VIVO is an open source semantic web application originally developed and implemented at Cornell. When installed and populated with researcher interests, activities, and accomplishments, it enables the discovery of research and scholarship across disciplines at that institution and beyond. VIVO supports browsing and a search function which returns faceted results for rapid retrieval of desired information. Content in any local VIVO installation may be maintained manually,  brought into VIVO in automated ways from local systems of record, such as HR, grants, course, and faculty activity databases, or from database providers such as publication aggregators and funding agencies.

via About | VIVO.

Developed for use in the scientific research community, VIVO may have some interesting applications in the legal scholarship world. With enough community participation the VIVO platform would allow legal scholars to locate those with like interests to further collaborative efforts. It could also contribute to the identification of trends in legal scholarship and research.

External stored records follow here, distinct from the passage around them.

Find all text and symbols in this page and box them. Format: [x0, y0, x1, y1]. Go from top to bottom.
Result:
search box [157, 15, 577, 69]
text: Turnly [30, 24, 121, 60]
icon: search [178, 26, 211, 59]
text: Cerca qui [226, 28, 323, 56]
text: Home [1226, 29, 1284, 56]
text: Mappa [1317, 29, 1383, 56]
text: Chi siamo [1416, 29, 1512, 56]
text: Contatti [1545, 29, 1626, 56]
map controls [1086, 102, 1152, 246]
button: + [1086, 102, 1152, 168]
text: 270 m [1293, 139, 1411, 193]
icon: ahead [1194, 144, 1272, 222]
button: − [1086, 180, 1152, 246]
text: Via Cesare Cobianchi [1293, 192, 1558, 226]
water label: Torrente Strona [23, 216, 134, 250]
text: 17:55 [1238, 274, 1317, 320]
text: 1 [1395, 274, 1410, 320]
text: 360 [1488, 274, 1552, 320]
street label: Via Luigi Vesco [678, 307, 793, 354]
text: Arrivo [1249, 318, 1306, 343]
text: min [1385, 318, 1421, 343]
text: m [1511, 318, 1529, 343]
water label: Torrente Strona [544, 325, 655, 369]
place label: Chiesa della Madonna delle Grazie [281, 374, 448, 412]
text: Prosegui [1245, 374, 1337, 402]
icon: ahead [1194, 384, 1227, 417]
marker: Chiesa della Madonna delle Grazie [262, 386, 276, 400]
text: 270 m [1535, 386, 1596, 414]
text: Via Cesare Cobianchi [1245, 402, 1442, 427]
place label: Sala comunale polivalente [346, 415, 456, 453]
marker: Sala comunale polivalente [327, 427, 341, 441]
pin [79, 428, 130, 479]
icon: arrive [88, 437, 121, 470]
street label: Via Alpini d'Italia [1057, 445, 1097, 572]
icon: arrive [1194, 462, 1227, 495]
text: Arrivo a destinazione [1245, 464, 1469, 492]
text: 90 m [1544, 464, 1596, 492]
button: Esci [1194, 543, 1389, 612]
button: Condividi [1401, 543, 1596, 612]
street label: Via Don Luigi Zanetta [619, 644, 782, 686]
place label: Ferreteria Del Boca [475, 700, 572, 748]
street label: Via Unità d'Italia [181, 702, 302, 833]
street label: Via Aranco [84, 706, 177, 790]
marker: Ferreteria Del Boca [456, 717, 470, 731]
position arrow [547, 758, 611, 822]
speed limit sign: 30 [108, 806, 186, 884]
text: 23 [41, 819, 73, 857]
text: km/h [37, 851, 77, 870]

The real question is whether or not law schools are prepared to make the necessary contributions. At the moment the beta version of the cross institutional VIVO search includes information from the law schools at three of the participating universities: Cornell, Indiana, and U of Florida. A search for “administrative law” returns 81 results, mostly from the 3 law schools.snapshot20130815-01

VIVO is worth keeping an eye as it grows. If it reaches its potential perhaps it will foster more collaboration in legal academia.